This whole lecture is courtesy of Oliver Layton.

In [None]:
import numpy as np
import matplotlib.pyplot as plt
import pandas as pd
import seaborn as sns

# Do Hebbian Learning 

We will do this with a no-hidden-layer network.
* The input layer has one node for each variable (feature) in the input data
* The output layer has one node, which outputs its activation based on the input data and the edge weights
* There is no bias node
* We initialize the edge weights at random
* We update the edge weights $w_i$ using Hebb's rule: $w_j(T) = w_j(T-1) + \eta x_{ij} z_i$, where $z_i$ is the activation output for data point $\vec{x_i}$ and $\eta$ is a small update factor (learning rate)
  * $x_{ij} z_i$ updates the weights based on the correlation between $x_{ij}$ and $z_i$; if they are both positive / negative, then $w_j$ increases from time $T-1$ to time $T$; else it decreases
  * Hebb's rule applied naively leads to weights that increase without bound
  * We use Oja's rule to correct: $w_j(T) = w_j(T-1) + \eta x_{ij} z_i - \eta x_{ij} {z_i}^2 = w_j(T-1) + \eta z_i(x_{ij} - {z_i})$

The goal in Hebbian learning is to learn weights based on training samples that represent key patterns in the training data.

In [None]:
def fit(data, eta=0.01, n_epochs=150):
    '''Do Hebbian learning on the data samples (using Oja's Rule) and learning rate of `eta`.

    Parameters:
    -----------
    data: ndarray. shape=(N, M)
        Data samples
    eta: float.
        Learning rate for weight update
    n_epochs: int.
        Number of epochs to train (i.e. number of passes/presentations of data the the network)

    Returns:
    -----------
    wts. ndarray. shape=(M,).
        The learned network weights
    '''
    # Number of data pts and features
    N, M = data.shape

    # Initialize weights randomly, centered at 0
    wts = 0.1*np.random.rand(M) - 0.1/2
    prev_wts = wts + 1

    # Do `n_epochs` passes through the data
    for j in range(n_epochs):
        print('weights at epoch', str(j), ':\n', wts)
        if np.array_equal(wts, prev_wts):
            return wts
        prev_wts = wts
        # Train by processing each sample
        for i in range(N):
            # Sample x_i
            xi = data[i]

            # Network output
            zi = xi @ wts

            # Update wts via Hebbian Learning
            wts = wts + eta*zi*(xi - zi*wts)
    return wts

# Predict

To predict, we would just multiply new data points by the learned weights to get the activation of this network for those new data points.

In [None]:
def predict(data, weights):
    return data @ weights

Let's do Hebbian learning on a random data set.

In [None]:
def run():
    # Set random seed for reproduceability
    np.random.seed(0)

    # Define data as multivariate Gaussian blob
    mu = [0, 0]
    sigma = np.array([[3, 1.5],
                      [1.5, 3]])
    data = np.random.multivariate_normal(mu, sigma, size=100)
    plt.plot(data[:, 0], data[:, 1], 'o')

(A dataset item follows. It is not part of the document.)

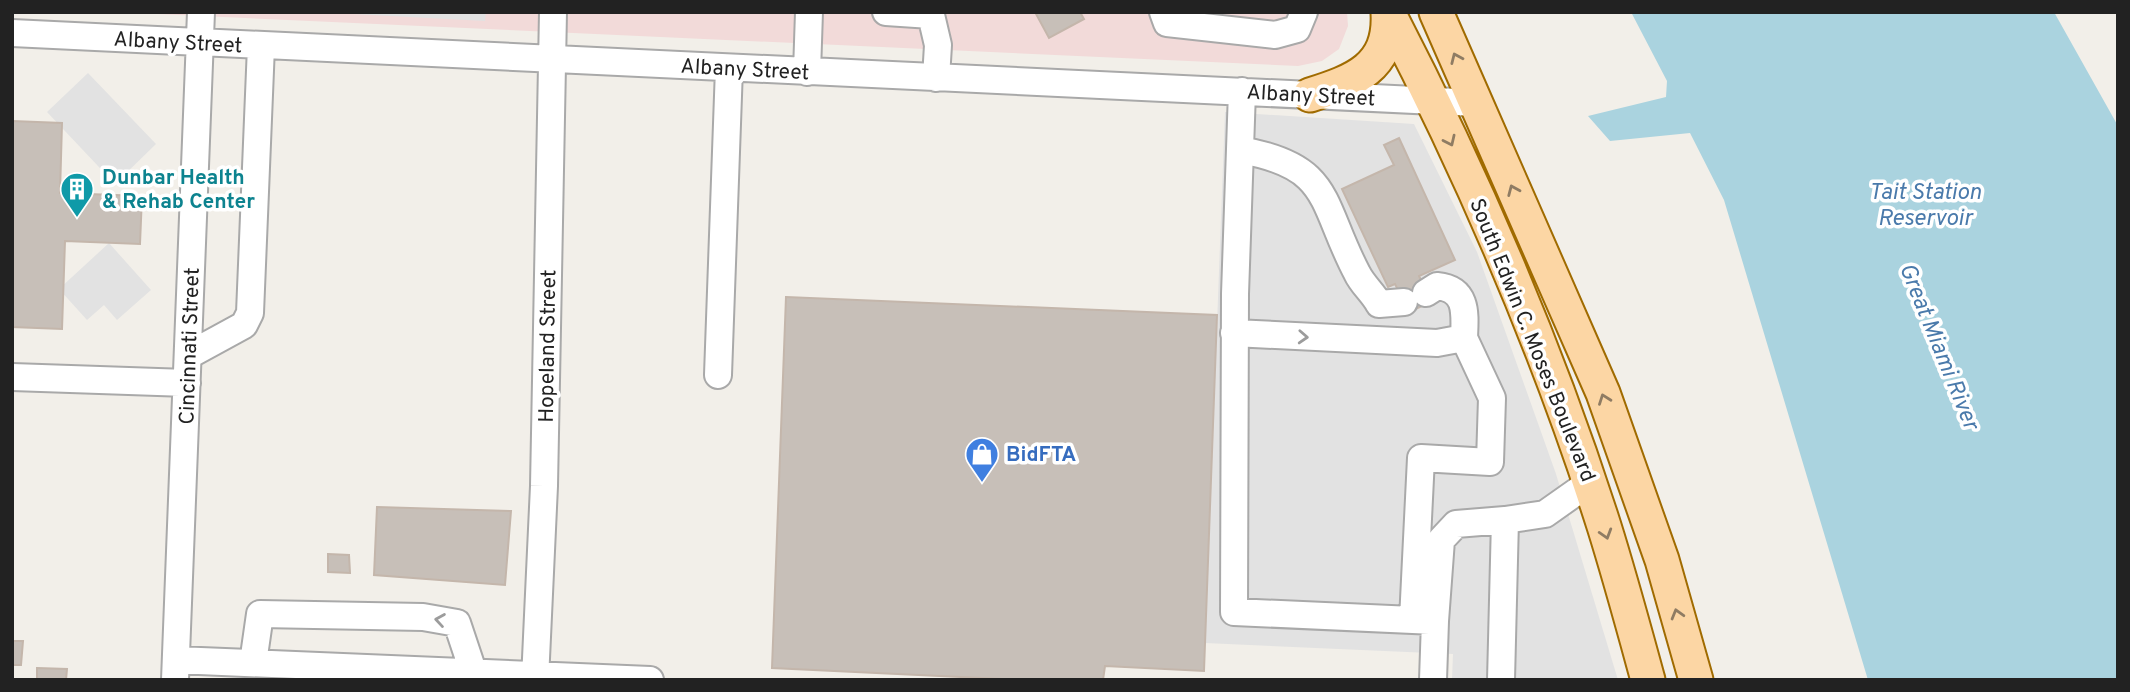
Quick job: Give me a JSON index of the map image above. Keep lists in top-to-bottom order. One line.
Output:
{"streets":{"main road":["South Edwin C. Moses Boulevard"],"street":["Albany Street","Cincinnati Street","Hopeland Street"]},"crossings":[["Albany Street","South Edwin C. Moses Boulevard"],["Albany Street","Cincinnati Street"],["Albany Street","Hopeland Street"]],"water":["Tait Station Reservoir","Great Miami River"],"places":{"building":["Dunbar Health & Rehab Center"],"shop":["BidFTA"]}}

    # Normalize globally to range [-0.5, 0.5]
    data = (data - np.min(data)) / (np.max(data) - np.min(data))
    data = data - 0.5

    # Train the Hebbian neural network, get the final weights
    wts = fit(data, n_epochs=150)
    print('Learned wts\n', wts)

    # Draw learned wts vector
    vectorScale = 3
    ax = plt.gca()
    ax.annotate('', vectorScale*wts, [0, 0],
                arrowprops=dict(arrowstyle='->', linewidth=2, shrinkA=0, shrinkB=0))
    plt.show()
    return data, wts
    
data, weights = run()

# Comparison with PCA

Let's compare this weight vector with the first principal component for this data.

In [None]:
def PCA(data):
    covariance_matrix = (data.T @ data) / (len(data) - 1)
    (evals, evectors) = np.linalg.eig(covariance_matrix)
    evals_order = np.argsort(evals)[::-1]
    evals_sorted = evals[evals_order]
    evectors_sorted = evectors[:, evals_order]
    return evals_sorted, evectors_sorted

# Why do we do this?
centered_data = data - np.mean(data, axis=0)

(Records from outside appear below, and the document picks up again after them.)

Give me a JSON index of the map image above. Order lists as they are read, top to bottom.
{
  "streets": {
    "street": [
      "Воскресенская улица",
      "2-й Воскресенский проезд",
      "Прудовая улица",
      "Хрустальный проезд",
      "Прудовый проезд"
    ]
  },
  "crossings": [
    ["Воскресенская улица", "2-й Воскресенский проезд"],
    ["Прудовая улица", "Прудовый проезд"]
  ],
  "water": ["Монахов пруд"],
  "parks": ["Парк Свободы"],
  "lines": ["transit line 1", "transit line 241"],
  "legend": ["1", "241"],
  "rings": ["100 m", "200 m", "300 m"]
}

evals, evecs = PCA(centered_data)
print(evecs[0])
print(weights)


# Let's use Hebbian learning on a real dataset!

## Load the Data

In [None]:
def type_converter(x):
    values = ['setosa', 'versicolor', 'virginica']
    return float(values.index(x))

def inverse_type_converter(x):
    values = ['setosa', 'versicolor', 'virginica']
    return values[x]


columns = ["sepal_length", "sepal_width", "petal_length", "petal_width", "class"]
iris = np.array(np.genfromtxt('data/iris.csv', delimiter=',', converters={4: type_converter}, skip_header=2, dtype=float, encoding='utf-8'))
print(iris.shape, iris.dtype)

## Look at the Data

In [None]:
def get_summary_statistics(data):
    "Get the max, min, mean, var for each variable in the data."
    return pd.DataFrame(np.array([data.max(axis=0), data.min(axis=0), data.mean(axis=0), data.var(axis=0)]))

print(get_summary_statistics(iris))

df = pd.DataFrame(iris, columns=columns)
sns.pairplot(df, y_vars = ["class"], kind = "scatter")

## Split the Data 

Not for clustering!

## Clean the Data

Nothing to see here for the iris data

## Consider Dimensionality Reduction

Nothing to see here for the iris data

## Consider Transforming/Normalizing the Data

In [None]:
def homogenizeData(data):
    return np.append(data, np.array([np.ones(data.shape[0], dtype=float)]).T, axis=1)
   
def zScore(data, translateTransform=None, scaleTransform=None):
    "z score."
    homogenizedData = np.append(data, np.array([np.ones(data.shape[0], dtype=float)]).T, axis=1)
    if translateTransform is None:
        translateTransform = np.eye(homogenizedData.shape[1])
        for i in range(homogenizedData.shape[1]):
            translateTransform[i, homogenizedData.shape[1]-1] = -homogenizedData[:, i].mean()
    if scaleTransform is None:
        diagonal = [1 / homogenizedData[:, i].std() if homogenizedData[:, i].std() != 0 else 1 for i in range(homogenizedData.shape[1])]
        scaleTransform = np.eye(homogenizedData.shape[1], dtype=float) * diagonal
    data = (scaleTransform@translateTransform@homogenizedData.T).T
    return translateTransform, scaleTransform, data[:, :data.shape[1]-1]

translateTransform, scaleTransform, data_transformed = zScore(iris)
print("training data", "\n", data_transformed.shape, "\n", get_summary_statistics(data_transformed))

## Fit the Model

In [None]:
weights = fit(data_transformed)
print(weights)

## Comparison with PCA

In [None]:
evals, evecs = PCA(data_transformed)
print(evecs[0])
print(weights)